The horrible assault on the U.S. Capitol culminated a couple of years of nasty acts of rioting and destruction fraying the fabric of the American Republic; previously, it was the senseless rioting, looting of businesses, and even the murder of individuals by police that shocked America. Where is E Pluribus UnumOut of many, one? Why cannot Americans of different viewpoints, ethnic heritages, and the like get along with one another in a civil way?
How did it all come about? I believe that the universities are complicit, along with a broken system of lower education, in allowing this to happen. Universities have been sometimes enthusiastic accomplices in bringing about the fraying of the American fabric.
National unity comes from having a common identity, and that identity was created out of our past. American exceptionalism is real. The story of how a small number of migrants came to America in the 17th century and created what ultimately became the most affluent and powerful nation in the world is indeed one about which Americans should be proud. We should spend a lot of time teaching our youth about it (I am in my 55th year of teaching about the economic history of the United States). At the university level, that means requiring students to have some intimate familiarity with their past, typically by required courses in U.S. history, but also through courses in related subjects: learning about the nature of our government and its European origins, especially those leading to the values of the Enlightenment becoming inculcated into founders like Thomas Jefferson, etc.
As the National Association of Scholars (on whose board I serve), the American Council of Trustees and Alumni, and other groups remind us, required college courses enhancing our understanding of our evolution as a great nation have largely disappeared. We increasingly show a disdain for the past. We implicitly assume that the current generation is the fount of most wisdom, and that our Founders were a bunch of slave-owning (and therefore morally suspect) plutocrats out to maintain and enhance their own standing rather than promote the ideals contained in such foundational documents as the Declaration of Independence, the Constitution, and others.
Much recent anger culminating in the awful behavior exhibited at the U.S. Capitol arises from a feeling by many mostly modestly educated Americans that they are being looked down upon by college-educated cultural elites. While the outward face on the current dominant zeitgeist are personalities in the media, politics, and popular entertainment, they are aided and abetted by universities that arrogantly believe they are the fount of all that is wise and goodand demand high remuneration for their academic toils.
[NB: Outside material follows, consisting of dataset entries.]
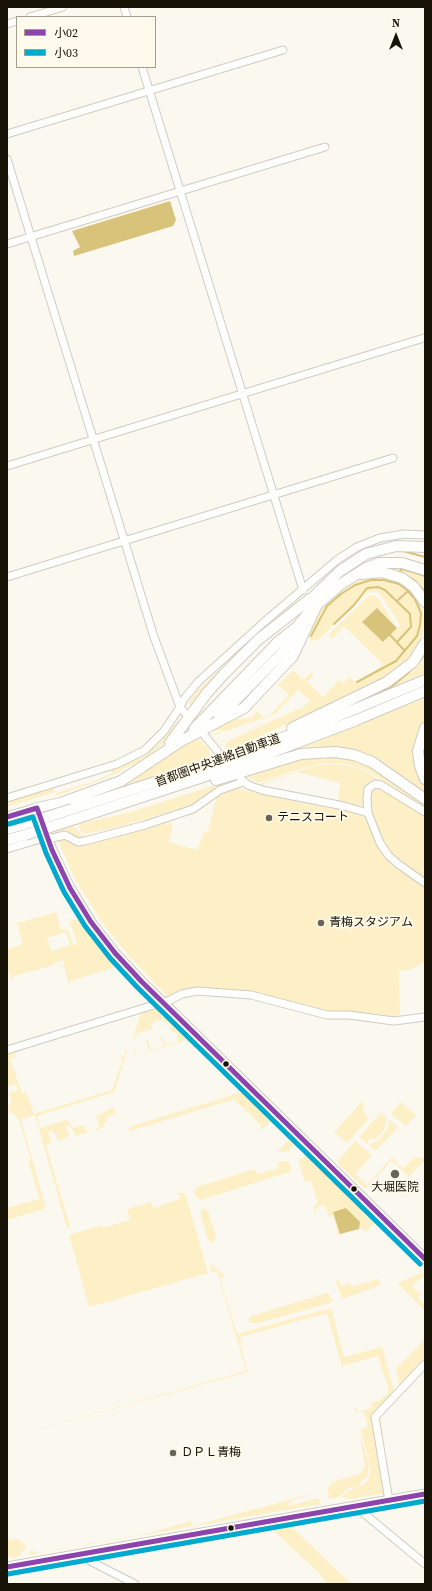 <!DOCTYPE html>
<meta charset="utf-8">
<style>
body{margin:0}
#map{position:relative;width:432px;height:1591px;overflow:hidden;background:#fbf8f0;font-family:"Source Serif 4","Noto Sans JP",serif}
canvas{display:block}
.frame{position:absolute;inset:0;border:8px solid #171407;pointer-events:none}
.legend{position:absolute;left:16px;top:16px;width:140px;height:52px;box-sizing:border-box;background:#fffaec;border:1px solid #a29e90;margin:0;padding:5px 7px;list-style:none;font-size:12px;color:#171407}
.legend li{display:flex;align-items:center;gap:8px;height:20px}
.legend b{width:20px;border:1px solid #a29e90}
.north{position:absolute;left:376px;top:16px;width:40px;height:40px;-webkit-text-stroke:3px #fffaec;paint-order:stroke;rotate:0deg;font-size:11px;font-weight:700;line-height:16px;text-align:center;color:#171407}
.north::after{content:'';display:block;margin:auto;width:14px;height:18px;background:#171407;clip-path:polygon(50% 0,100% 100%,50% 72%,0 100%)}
</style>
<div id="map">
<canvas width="432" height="1591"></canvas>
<div class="frame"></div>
<ul class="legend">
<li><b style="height:5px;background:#8e44ad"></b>小02</li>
<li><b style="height:5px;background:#00a9ce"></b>小03</li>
</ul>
<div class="north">N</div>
</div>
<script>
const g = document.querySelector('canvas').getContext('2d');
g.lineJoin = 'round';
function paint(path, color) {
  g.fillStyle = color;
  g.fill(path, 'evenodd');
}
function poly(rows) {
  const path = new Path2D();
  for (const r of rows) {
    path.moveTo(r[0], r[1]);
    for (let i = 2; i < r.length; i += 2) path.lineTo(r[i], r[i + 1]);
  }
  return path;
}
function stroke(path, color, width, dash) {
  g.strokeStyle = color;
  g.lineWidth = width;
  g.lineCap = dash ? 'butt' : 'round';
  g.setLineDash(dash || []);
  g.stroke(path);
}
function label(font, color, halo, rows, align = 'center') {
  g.font = font + ' "Source Serif 4","Noto Sans JP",serif';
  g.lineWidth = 3.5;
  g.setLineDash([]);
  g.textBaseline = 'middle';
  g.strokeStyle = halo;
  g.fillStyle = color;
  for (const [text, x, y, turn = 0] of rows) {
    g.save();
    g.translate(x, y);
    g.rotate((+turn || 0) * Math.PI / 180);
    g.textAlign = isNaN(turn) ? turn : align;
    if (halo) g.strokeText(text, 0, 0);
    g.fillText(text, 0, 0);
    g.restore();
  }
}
paint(poly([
 [398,567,425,574,425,595,378,568],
 [380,577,400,582,409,589,421,605,424,620,422,636,408,660,389,675,375,683,278,728,232,749,230,747,225,749,225,745,228,741,271,722,228,737,222,743,221,750,221,743,226,738,276,719,303,707,310,701,298,690,274,715,267,717,265,715,269,716,289,695,278,685,293,670,303,680,312,672,314,674,307,682,323,697,339,680,342,684,349,677,355,682,373,673,383,664,344,626,332,639,329,636,330,633,369,596,373,595,378,598,395,625,377,608,362,622,383,642,400,625,381,595,376,591,367,593,318,640,312,641,308,636,322,608,338,593,357,581,369,578],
 [299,599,300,600,217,674,218,676,191,708,189,702,198,690,270,623],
 [425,650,425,673,362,700],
 [425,698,425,721,421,728,421,779,425,785,425,795,368,757,277,757],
 [257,711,264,718,217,734,210,735,206,733,213,734,226,730,210,731,233,719,251,718],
 [178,721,182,722,167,741,146,758,106,778,56,796,56,793,97,780,112,773,110,769,143,756,158,744],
 [197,736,209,750,211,757,94,796,111,788],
 [331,756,354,760,371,767,425,805,425,809,374,775,363,769,347,764,328,763,306,767,261,782,257,782,248,777,246,778,254,783,259,784,314,766,334,764,350,766,362,770,380,780,373,780,365,785,364,806,338,801,340,783,297,772,264,784,263,787,255,785,244,778,217,787,194,805,118,827,85,834,81,831,78,824,131,812,291,761,307,758],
 [53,786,55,792,7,807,7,800],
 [237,788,302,803,343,810,366,817,374,840,384,855,425,887,425,962,409,970,399,971,400,1019,327,1013,210,989,168,997,128,955,104,925,76,881,57,839,62,838,74,844,165,822,173,824,169,842,197,850,205,831,224,836,208,831,217,796],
 [376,789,382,789,425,816,425,879,392,854,380,838,370,804,371,792],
 [69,806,74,825,80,834,86,836,134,824,170,813,158,818,80,839,66,832,55,834,60,812],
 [56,912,61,930,68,929,73,945,77,944,70,921,78,919,116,967,70,981,69,985,64,967,57,967,64,965,63,960,54,963,55,965,14,976,12,981,7,966,7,949,23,944,18,927,20,924,7,926],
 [66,932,70,945,51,951,47,938],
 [154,1009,159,1010,191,1043,187,1044,186,1040,135,1056,133,1049,138,1048,134,1050,136,1055,149,1051,146,1041,148,1040,151,1050,164,1046,161,1036,162,1036,166,1045,179,1041,176,1032,172,1033,169,1024,166,1025,167,1029,163,1019,151,1023,153,1033,151,1029,139,1033,135,1034,136,1038,132,1039,141,1013],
 [22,1049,15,1053,16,1057,10,1059,22,1093,26,1092,34,1114,112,1090,122,1062,121,1057,125,1055,124,1051,128,1049,114,1092,37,1116,40,1128,67,1120,71,1124,72,1128,84,1125,86,1131,90,1130,91,1131,76,1136,70,1125,66,1126,69,1136,58,1141,53,1130,48,1132,52,1142,46,1145,70,1227,67,1228,35,1115,21,1119,46,1208,7,1220,7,1208,40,1199,28,1161,31,1160,19,1120,13,1113,7,1113,9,1111,8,1106,12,1104,9,1093,18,1090,16,1084,7,1087,7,1054],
 [242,1092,295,1145,290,1147,291,1150,282,1152,278,1151,289,1140,270,1122,261,1130,259,1123,239,1104,237,1104,235,1099,130,1131,129,1127],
 [395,1097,416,1115,406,1126,391,1114,400,1103],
 [364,1100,363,1109,368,1119,347,1143,334,1132],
 [112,1108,115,1109,116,1114,106,1117,108,1122,103,1123,104,1127,96,1130,95,1128,100,1127,96,1116],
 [381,1112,387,1118,384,1130,376,1139,370,1139,367,1144,359,1137],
 [390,1120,398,1127,376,1151,369,1145,379,1140,389,1126,388,1123],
 [355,1141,372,1155,355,1174,367,1185,392,1157,398,1163,396,1165,391,1161,365,1189,338,1164,338,1161],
 [305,1153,375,1223,365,1233,362,1228,359,1229,360,1222,339,1236,333,1216,329,1217,325,1205,315,1208,317,1213,315,1213,313,1206,318,1204,311,1181,305,1182,298,1159,304,1158],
 [425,1154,425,1160,409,1177,397,1166,399,1164,404,1168,414,1157,422,1158],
 [284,1161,289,1162,291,1169,289,1172,201,1200,196,1197,194,1191,197,1187,255,1169,257,1174,279,1168,277,1163],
 [178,1193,183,1193,186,1196,208,1273,89,1307,69,1235,102,1225,103,1228,130,1220,127,1209,151,1202,153,1208,180,1199],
 [203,1208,208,1211,216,1237,213,1243,208,1240,200,1213],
 [210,1263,224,1275,224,1277,220,1278,237,1334,331,1308,344,1357,382,1347,394,1391,371,1415,384,1491,383,1494,349,1499,341,1497,348,1491,364,1484,368,1480,371,1470,361,1430,368,1427,364,1412,356,1413,354,1408,356,1407,358,1412,372,1408,371,1403,379,1401,389,1391,378,1356,342,1366,343,1371,327,1313,240,1337,242,1343,240,1344,248,1372,7,1438,246,1371,217,1271,211,1273],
 [425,1270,425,1276,421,1278,412,1286,421,1295,418,1298,425,1305,425,1311,397,1283,424,1272],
 [338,1279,341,1286,351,1283,350,1287,378,1279,381,1285,342,1299,336,1282],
 [327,1293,330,1295,332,1300,330,1303,255,1324,249,1322,249,1318,251,1316],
 [425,1339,425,1359,399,1385,396,1369],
 [359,1430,369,1465,368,1475,358,1486,347,1489,339,1497,329,1499,328,1489,332,1482,359,1474,365,1466],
 [311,1494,289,1502,289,1506,318,1498,321,1504,28,1555,31,1550,37,1553,145,1534,191,1521,192,1526],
 [291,1526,351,1584,328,1584,319,1573,273,1530],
 [7,1537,14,1541,15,1538,27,1546,18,1557,12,1558,7,1555]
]), '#fdf0c6');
paint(poly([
 [170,201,176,220,173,226,74,256,73,251,80,247,72,231],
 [377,608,397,628,383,642,362,622],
 [346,1208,360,1222,359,1229,340,1234,333,1212]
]), '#d8c37a');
stroke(poly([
 [403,551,425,557],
 [400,571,401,569,413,572,425,576],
 [400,572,414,580,425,592],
 [397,601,408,591],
 [334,624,354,605,367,588,378,587,385,590,410,614,411,627,397,642],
 [390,635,405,651],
 [311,636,327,606,341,594,355,585,371,580,384,580,399,584,408,591,415,599,421,613,420,625,417,636,396,661,357,682],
 [373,695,390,688,408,673,425,654]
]), '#d8c37a', 2);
const minor = poly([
 [124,7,127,17],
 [30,17,63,7],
 [7,24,17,21],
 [142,67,303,590],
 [7,134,283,50],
 [7,159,154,637,180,707,185,713],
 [7,244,325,147],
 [7,466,424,338],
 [7,577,393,458],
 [205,736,218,752],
 [241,779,248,785,262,790,344,806,368,813],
 [7,798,117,764,145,750,164,731,180,707,184,699,198,682,263,623,337,560,357,547,380,538,404,534,425,535],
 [425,812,381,785,375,784,368,789,367,798,368,813,380,843,388,855,398,864,425,883],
 [48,839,65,835,78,842,85,841,145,825,193,809,220,790,243,782],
 [7,849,47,837],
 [7,1050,170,1000,182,994,197,991,251,995,327,1015,349,1015,394,1021,425,1017],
 [389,1501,375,1417,425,1364],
 [355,1506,425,1564],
 [86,1553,90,1561,135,1584]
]);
const major = poly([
 [7,817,37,808,52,850,70,888,91,922,115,953,142,982,425,1259],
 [7,1567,425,1494]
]);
const highway = poly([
 [361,574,382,572,402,578,414,587,425,602],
 [306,604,340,571,366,554,396,546,425,547],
 [219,717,282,653,301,630],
 [292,728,387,682,413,662,425,643],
 [425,728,418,751,420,766,425,779],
 [194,729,278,642,297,627,310,611,341,584,366,568,379,563,402,563,425,570],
 [170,743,207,693,224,674,258,640,310,599],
 [216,780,301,754,335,752,354,755,372,762,425,799],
 [37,808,61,803,121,781,181,741,244,708,293,656,316,607],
 [72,809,241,754,331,719,425,680],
 [75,819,233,767,354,721,425,691],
 [7,829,22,825],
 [7,840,25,835]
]);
stroke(minor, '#cfccc2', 9);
stroke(major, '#cfccc2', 11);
stroke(highway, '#cfccc2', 12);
stroke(minor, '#fefefd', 7);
stroke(major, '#fefefd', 9);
stroke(highway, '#fefefd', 10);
const highwayBridge = poly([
 [22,825,72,809],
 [25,835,75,819]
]);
stroke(highwayBridge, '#cfccc2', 12, []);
stroke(highwayBridge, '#fefefd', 10);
stroke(poly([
 [7,817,37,808,52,850,70,888,91,922,115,953,142,982,425,1259],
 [7,1567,425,1494]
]), '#8e44ad', 5);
stroke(poly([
 [9,824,33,817,46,853,64,892,85,926,110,958,137,987,420,1264],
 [8,1574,425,1501]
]), '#00a9ce', 5);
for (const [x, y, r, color] of [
 [269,818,4,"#676459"],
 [321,923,4,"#676459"],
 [226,1064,3.5,"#171407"],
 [395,1174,5,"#676459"],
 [354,1189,3.5,"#171407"],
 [173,1453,4,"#676459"],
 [231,1528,3.5,"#171407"]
]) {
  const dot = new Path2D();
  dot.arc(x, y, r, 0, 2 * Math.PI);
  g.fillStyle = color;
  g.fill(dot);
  stroke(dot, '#fffaec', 1.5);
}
label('12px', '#171407', '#fffaec', [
 ["首都圏中央連絡自動車道",218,761,-20]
]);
label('12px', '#171407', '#fffaec', [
 ["テニスコート",277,818],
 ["青梅スタジアム",329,923],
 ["大堀医院",395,1188,"center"],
 ["ＤＰＬ青梅",181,1453]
], 'left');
</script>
Originally, colleges were to teach virtue, including supporting religious truths found in the Ten Commandments and other religious foundational documents like the Christian Bible. Stealing, murdering, cheating on your spousethese things were morally reprehensible, and in my youth many students attended Chapel at least once a week. At the time of the American Revolution, one-fourth of American college students were studying for the ministry.
Now universities celebrate hedonism, winking at rampant student sex, drug, and alcohol use. Implicitly, they tell their students Pay our very high fees, and we will give you a piece of paper likely to land you a decent job. The message is indeed somewhat more elaborate: for example, additionally, we will let you drink, have sex, and give you collegiate ball-throwing contests maintaining your school spirit so you will contribute financially to us after you graduate. The falsity of this, the sleaziness of it, contributes to the revolts of those on the outs, manifested in ANTIFA, Black Lives Matter, the Proud Boys, and the rise of Donald Trump. The decline in the quality of higher education as it has become an affluent ward of the state has sadly contributed to tattering the American ideal. The fact that surveys of college students show that large portions do not even know such foundational facts about the American experience as which half-century the Civil War occurred shows that the very glue is dissolving that bounds us together as Americans more than as Caucasians, Blacks, Presbyterians, Jews, Muslims, Gays, Democrats, Republicans, Men, or Women.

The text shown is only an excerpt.